Зиновий Зиник - Эмиграция как литературный прием
Возможно, папанинцы были не так уж неправы, подозревая акт вредительства и происки врагов народа? Вредителем, пусть и бессознательным, и оказался Франкенштейновский Монстр, решивший разводить костры там, где не следует. Но «врагом народа» его вряд ли мог назвать даже энкаведешник. Подслушивая идеологические перепалки папанинцев на советской фене, Монстр явно должен был осознать, что попал «к своим». В свое время швейцарцы его не приняли, справедливо распознав в нем Монстра. Но папанинцы в своем экзальтированном состоянии на тающей льдине не могли не распознать в его истории сходные с ленинизмом-сталинизмом мотивы. Возможно, они его судили товарищеским судом за вредительство и оправдали за героизм вопреки энкаведешнику, выступавшему в качестве прокурора. Возможно, что все было гораздо проще, и он просто подменил, предварительно уничтожив, этого самого энкаведешника или даже собаку (за время пути собака могла подрасти) — пойди пойми, кто есть кто, ведь лица у всех были обморожены до неузнаваемости.

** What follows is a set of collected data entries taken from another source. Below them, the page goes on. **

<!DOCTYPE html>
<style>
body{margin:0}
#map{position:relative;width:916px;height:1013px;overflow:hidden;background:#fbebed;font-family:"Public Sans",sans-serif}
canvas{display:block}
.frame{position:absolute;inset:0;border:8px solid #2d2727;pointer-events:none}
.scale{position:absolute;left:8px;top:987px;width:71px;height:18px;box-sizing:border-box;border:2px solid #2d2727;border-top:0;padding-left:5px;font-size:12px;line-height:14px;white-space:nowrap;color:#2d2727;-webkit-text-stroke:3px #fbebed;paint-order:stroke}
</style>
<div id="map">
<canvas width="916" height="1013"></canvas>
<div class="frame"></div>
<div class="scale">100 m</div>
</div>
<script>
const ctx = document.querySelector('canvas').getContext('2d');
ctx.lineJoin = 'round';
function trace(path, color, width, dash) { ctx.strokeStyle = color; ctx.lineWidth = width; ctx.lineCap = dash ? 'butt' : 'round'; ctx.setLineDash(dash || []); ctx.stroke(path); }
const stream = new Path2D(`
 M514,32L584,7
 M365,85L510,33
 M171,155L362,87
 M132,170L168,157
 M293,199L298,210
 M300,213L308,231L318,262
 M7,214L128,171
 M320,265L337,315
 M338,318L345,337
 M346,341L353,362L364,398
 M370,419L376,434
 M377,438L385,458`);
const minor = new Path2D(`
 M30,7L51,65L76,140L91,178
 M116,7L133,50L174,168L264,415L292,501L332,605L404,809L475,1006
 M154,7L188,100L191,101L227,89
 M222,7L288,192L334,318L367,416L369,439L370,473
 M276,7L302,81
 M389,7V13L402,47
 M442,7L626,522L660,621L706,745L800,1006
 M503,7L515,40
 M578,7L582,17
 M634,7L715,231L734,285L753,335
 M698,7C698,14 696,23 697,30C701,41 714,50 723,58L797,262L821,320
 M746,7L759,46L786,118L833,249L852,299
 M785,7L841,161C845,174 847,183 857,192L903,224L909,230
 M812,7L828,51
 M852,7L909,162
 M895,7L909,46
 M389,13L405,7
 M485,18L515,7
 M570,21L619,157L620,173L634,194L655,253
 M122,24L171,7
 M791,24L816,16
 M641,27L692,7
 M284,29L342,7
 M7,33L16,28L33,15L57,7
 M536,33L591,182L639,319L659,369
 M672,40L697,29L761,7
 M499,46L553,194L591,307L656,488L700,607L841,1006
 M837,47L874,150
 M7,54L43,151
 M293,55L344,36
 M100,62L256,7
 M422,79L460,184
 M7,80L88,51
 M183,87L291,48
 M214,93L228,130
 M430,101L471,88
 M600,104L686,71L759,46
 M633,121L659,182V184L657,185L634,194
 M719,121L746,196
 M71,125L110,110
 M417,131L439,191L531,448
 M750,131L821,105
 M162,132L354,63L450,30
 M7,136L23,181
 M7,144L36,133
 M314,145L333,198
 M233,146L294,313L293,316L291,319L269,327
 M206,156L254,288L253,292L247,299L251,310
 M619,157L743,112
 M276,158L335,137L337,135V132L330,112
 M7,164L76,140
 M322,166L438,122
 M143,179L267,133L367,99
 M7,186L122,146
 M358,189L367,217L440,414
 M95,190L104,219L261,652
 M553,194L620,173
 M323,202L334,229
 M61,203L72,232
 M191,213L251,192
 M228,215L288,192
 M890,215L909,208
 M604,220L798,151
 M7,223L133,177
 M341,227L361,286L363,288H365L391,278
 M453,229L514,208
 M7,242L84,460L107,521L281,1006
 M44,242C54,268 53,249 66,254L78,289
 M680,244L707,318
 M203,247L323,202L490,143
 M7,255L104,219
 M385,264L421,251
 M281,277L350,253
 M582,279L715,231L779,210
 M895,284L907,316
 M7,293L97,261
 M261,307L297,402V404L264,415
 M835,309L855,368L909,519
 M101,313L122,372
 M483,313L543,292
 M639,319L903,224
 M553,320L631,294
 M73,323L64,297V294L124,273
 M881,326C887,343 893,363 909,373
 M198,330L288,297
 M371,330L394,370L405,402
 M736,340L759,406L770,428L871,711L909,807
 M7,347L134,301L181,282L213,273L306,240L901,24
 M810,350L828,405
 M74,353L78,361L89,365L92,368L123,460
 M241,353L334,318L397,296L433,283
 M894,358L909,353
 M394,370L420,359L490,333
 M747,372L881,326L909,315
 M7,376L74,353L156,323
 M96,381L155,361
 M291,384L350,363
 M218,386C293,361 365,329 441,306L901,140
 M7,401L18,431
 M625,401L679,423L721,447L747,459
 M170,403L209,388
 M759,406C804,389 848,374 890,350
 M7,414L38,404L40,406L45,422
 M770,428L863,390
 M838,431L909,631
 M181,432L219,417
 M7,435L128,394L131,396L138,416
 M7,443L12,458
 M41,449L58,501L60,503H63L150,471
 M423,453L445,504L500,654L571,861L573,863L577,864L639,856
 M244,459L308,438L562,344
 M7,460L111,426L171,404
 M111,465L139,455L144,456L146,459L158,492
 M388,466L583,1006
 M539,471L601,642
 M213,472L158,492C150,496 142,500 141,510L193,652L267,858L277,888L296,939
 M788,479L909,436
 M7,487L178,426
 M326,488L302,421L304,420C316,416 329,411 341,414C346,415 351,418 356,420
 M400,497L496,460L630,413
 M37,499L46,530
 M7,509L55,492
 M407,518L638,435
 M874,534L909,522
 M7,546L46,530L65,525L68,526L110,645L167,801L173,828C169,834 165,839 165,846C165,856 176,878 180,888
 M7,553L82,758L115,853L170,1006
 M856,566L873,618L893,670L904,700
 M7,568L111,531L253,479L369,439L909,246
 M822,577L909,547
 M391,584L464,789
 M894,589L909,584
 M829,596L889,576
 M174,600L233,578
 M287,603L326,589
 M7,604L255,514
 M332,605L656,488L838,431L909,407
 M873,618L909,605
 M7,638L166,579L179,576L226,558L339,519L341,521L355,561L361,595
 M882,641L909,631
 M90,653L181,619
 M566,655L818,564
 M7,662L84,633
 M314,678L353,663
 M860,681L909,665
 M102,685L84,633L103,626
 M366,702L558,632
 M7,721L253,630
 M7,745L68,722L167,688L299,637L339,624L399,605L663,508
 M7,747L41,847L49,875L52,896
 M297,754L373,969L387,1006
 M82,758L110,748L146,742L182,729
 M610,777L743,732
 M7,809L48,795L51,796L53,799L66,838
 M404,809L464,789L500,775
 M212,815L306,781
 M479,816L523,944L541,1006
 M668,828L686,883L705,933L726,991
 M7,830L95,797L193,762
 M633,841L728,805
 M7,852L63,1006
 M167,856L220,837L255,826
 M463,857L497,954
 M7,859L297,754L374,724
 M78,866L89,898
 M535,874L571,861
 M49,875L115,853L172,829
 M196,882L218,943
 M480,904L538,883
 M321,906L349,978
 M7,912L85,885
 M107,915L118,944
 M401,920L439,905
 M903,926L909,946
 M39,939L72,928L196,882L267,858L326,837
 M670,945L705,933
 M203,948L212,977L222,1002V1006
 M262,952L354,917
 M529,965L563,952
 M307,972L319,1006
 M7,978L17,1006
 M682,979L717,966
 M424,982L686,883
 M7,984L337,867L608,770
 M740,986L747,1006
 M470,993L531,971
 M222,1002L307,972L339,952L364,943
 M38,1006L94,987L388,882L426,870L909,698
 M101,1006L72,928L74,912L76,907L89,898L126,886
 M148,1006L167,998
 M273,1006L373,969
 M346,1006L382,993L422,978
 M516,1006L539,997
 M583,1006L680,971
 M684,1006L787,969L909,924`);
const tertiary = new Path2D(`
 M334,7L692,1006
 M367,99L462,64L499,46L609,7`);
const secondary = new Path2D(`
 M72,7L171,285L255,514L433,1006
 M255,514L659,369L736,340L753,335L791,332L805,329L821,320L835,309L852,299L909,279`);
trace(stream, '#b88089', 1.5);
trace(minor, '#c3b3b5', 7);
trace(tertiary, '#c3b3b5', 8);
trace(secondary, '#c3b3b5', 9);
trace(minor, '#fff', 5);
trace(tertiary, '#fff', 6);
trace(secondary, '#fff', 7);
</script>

В моей пьесе на эту тему («На льдине») в духе безупречного готического соцреализма все монстры будут, надеюсь, расставлены по местам; пока же замечу, что франкенштейновский Монстр мог без труда попасть в Москву вместе со спасенными папанинцами. Ему, наверное, дали даже звание Героя Советского Союза. Не исключено, что именно его труп, а не ленинский, покоится сейчас в Мавзолее. Впрочем, Монстр с отцовской фамилией Франкенштейн вряд ли уцелел бы в эпоху борьбы с засилием иностранщины, космополитизмом, кибернетикой и теорией относительности Эйнштейна, которого могли принять за однофамильца нашего Монстра. Не исключено, однако, что Монстр, оклеветанный, но несокрушимый по своей природе, пробил своим телом железный занавес и ушел в эмиграцию. Остается лишь гадать, какой из эмигрантских журналов он сейчас возглавляет.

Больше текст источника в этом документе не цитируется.